28 parts by weight of 2-ethylhexyl acrylate (2-EHA), 34 parts by weight of 2-hydroxyethyl methacrylate (2-HEMA), 12 parts by weight of isobutyl methacrylate (IBMA), 34 parts by weight of cyclohexyl Methacrylate (CHMA), 1 part by weight of acrylic acid, and 0.1 parts by weight of the reaction initiator azobis isobutyronitrile (AIBN) were put into a 4-neck 1-liter glass reactor and polymerized to prepare an acrylic pressure-sensitive adhesive resin composition.

[Hollow Silica Surface Modification]

1 part by weight of stearic acid and 5 parts by weight of hollow silica were added to 94 parts by weight of ethanol and sufficiently dispersed with a high pressure disperser to prepare a silica dispersion.
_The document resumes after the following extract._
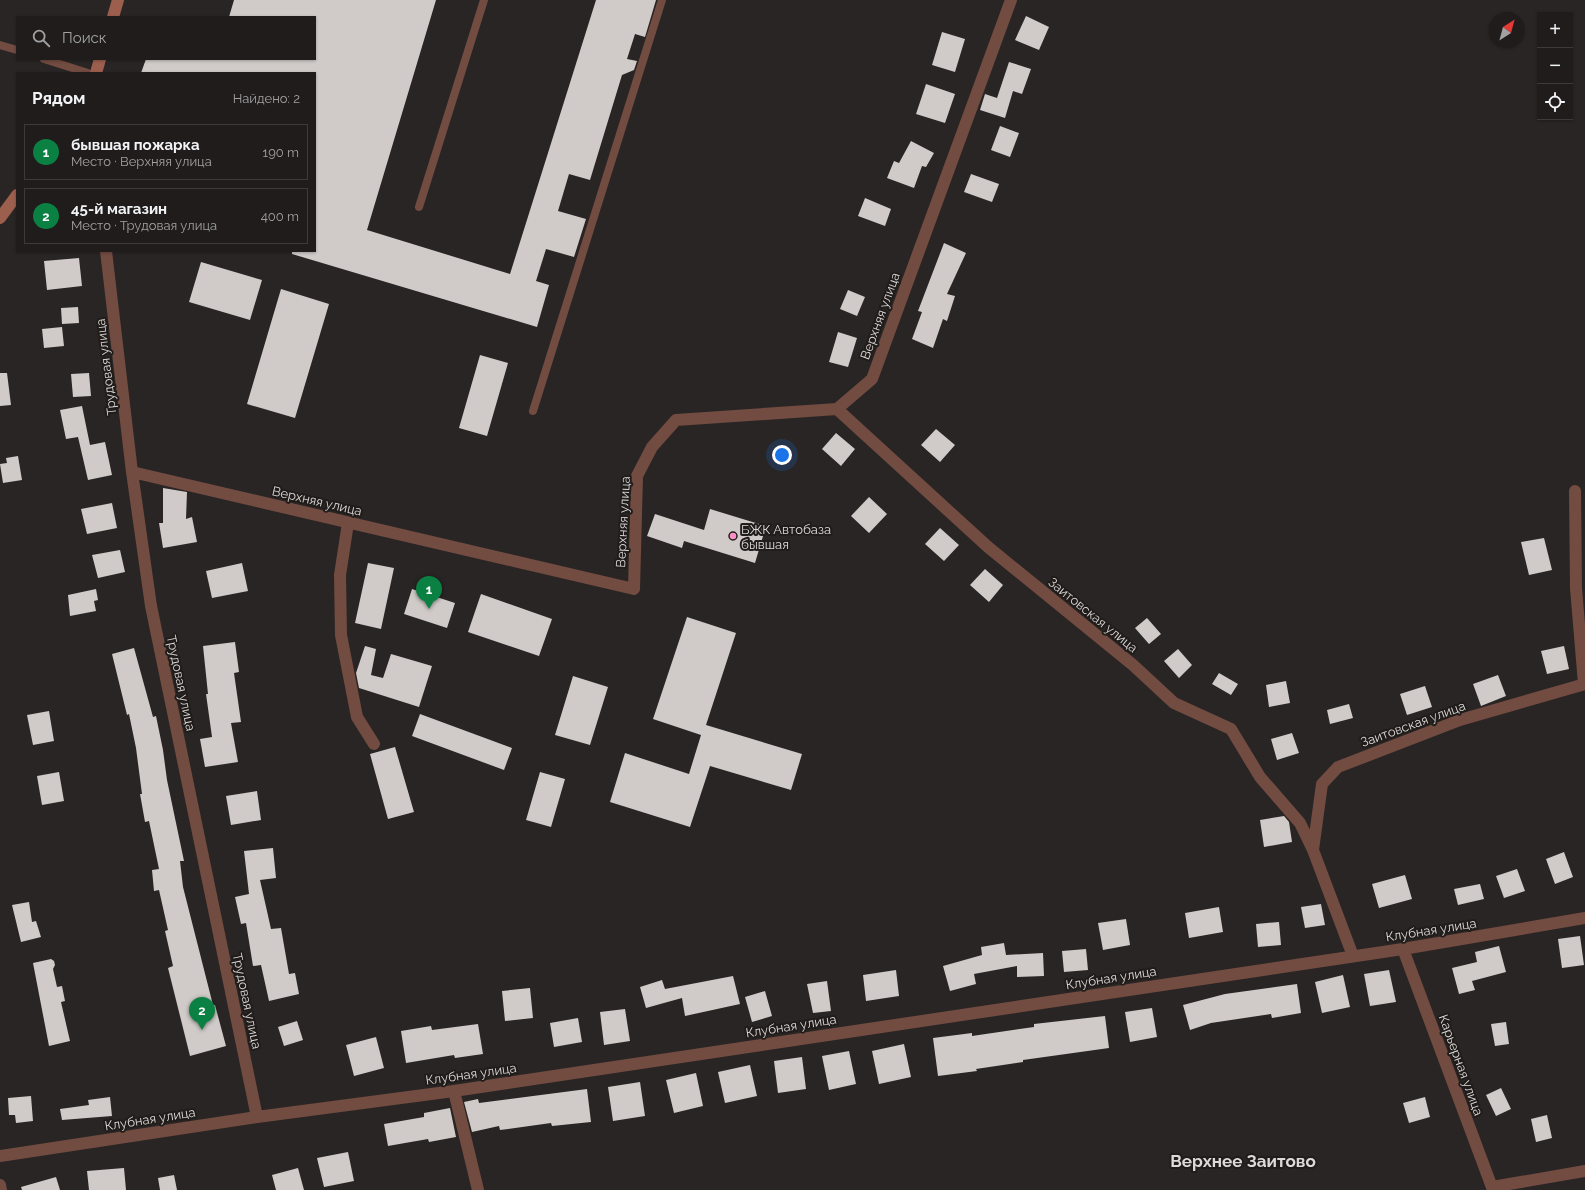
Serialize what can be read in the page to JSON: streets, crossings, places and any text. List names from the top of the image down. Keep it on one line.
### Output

The prepared silica dispersion was dried in a cylindrical electric furnace at 250° C. to prepare a surface-modified hollow silica coated with stearic acid.

[Example 1]

The prepared acrylic pressure-sensitive adhesive resin composition was diluted with ethyl acetate, an organic solvent, so that the solid content was 40%, and 40 parts by weight of the surface-modified hollow silica with respect to 100 parts by weight of the diluted acrylic pressure-sensitive adhesive resin composition, an epoxy type general curing agent (Tetrad- X) 0.01 parts by weight, 25 parts by weight of a terpene phenol-based tackifier, and 1.5 parts by weight of a fluidity regulator (BYK-410) were added to prepare a low-k acrylic pressure-sensitive adhesive composition.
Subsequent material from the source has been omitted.